When I initially asked this question, my motivation was a thought experiment: Could a cryptographer from the early 20th century break the "Rube Goldberg" cipher machine in my question? At that time, I knew little about cryptography. Several years later, I've learned a lot about security, and now I can answer my own question.
Data compression, especially when an unknown dictionary is used, appears to be already an effective method of data obfuscation by itself. It, by no means, provides real security by modern standard, but it does make cryptanalysis a lot harder than a classic substitution cipher.
Recently, there was a real-world attack of this nature during the reverse engineering effort of Intel ME firmware, providing a good case study. Intel ME is a coprocessor on modern Intel CPUs. Because it can perform many low-level hardware operations, it was seen as a huge attack vector and attracted many critical examinations by security researchers. CPU initialization and bring-up are the most critical functions executed by Intel ME, however, their corresponding firmware modules, BUP and KERNEL were compressed by Huffman encoding with an unknown dictionary. It made analysis impossible for a while before it was cracked using a known plaintext attack, as described by the researchers in this article.

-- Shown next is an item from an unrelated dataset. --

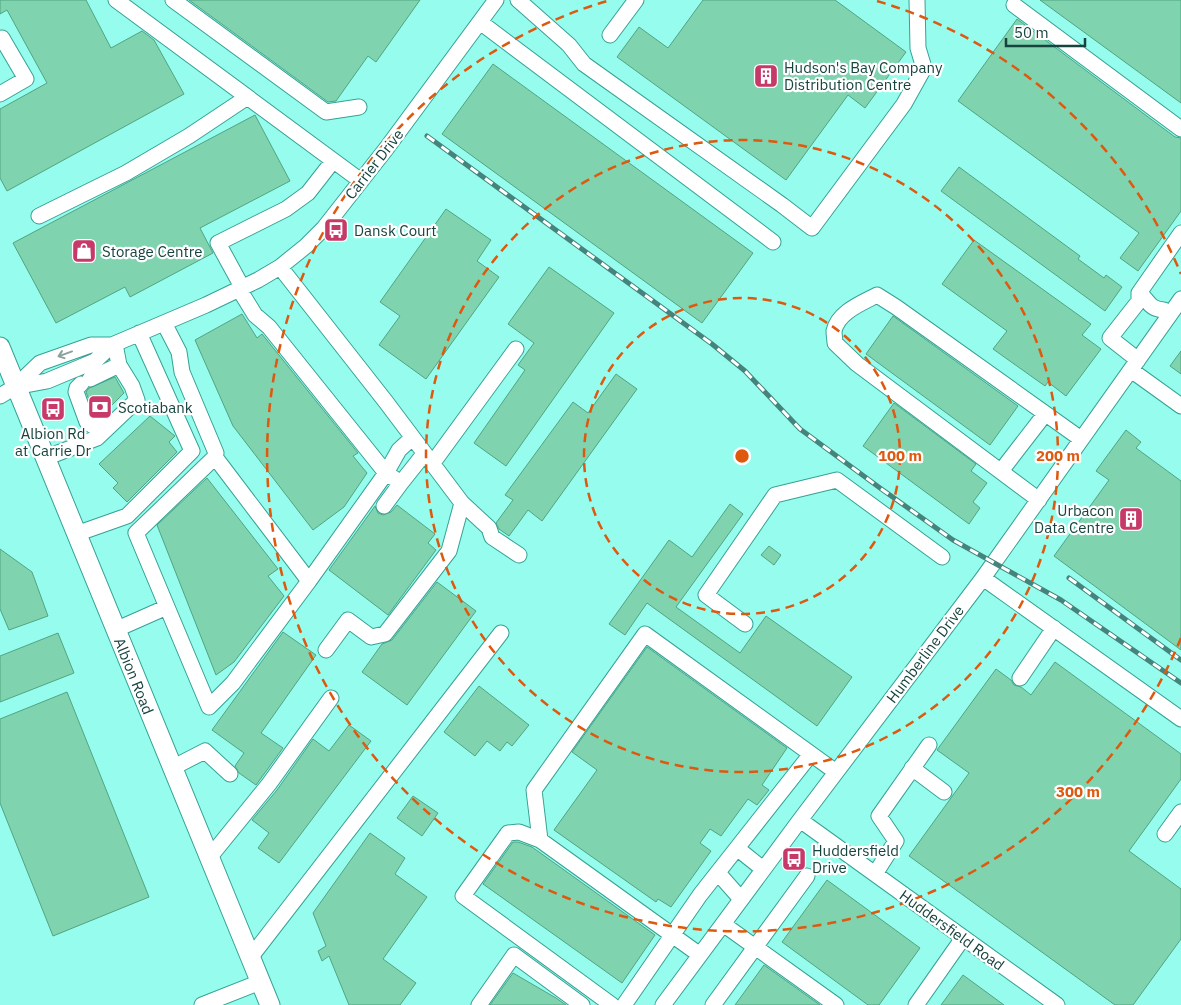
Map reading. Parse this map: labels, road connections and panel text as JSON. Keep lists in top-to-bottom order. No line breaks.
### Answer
{"streets":{"main road":["Albion Road"],"street":["Carrier Drive","Humberline Drive","Huddersfield Road"]},"crossings":[["Carrier Drive","Albion Road"],["Humberline Drive","Huddersfield Road"]],"places":{"building":["Hudson's Bay Company Distribution Centre","Urbacon Data Centre"],"bus stop":["Dansk Court","Albion Rd at Carrie Dr","Huddersfield Drive"],"shop":["Storage Centre"],"bank":["Scotiabank"]},"scale_bar":"50 m","rings":["100 m","200 m","300 m"]}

It was discovered that several modules were have been compressed by LZMA and Huffman simultaneously. The LZMA copies could be decompressed and allowed one to obtain a large collection of known plaintext.
[...] identically named modules in different versions of ME 11 firmware can be compressed with different algorithms. If we take the Module Attributes Extension for identically named modules that have been compressed with LZMA and Huffman encoding, and then extract the SHA256 value for each module version, we find that there is no LZMA/Huffman module pair that has the same hash values. But one should remember that for modules compressed with LZMA, SHA256 is usually computed from compressed data. If we calculate SHA256 for modules after LZMA decompression, a large number of pairs appears. Each of these module pairs yields several pairs of matching pages, both with Huffman encoding and in unpacked form.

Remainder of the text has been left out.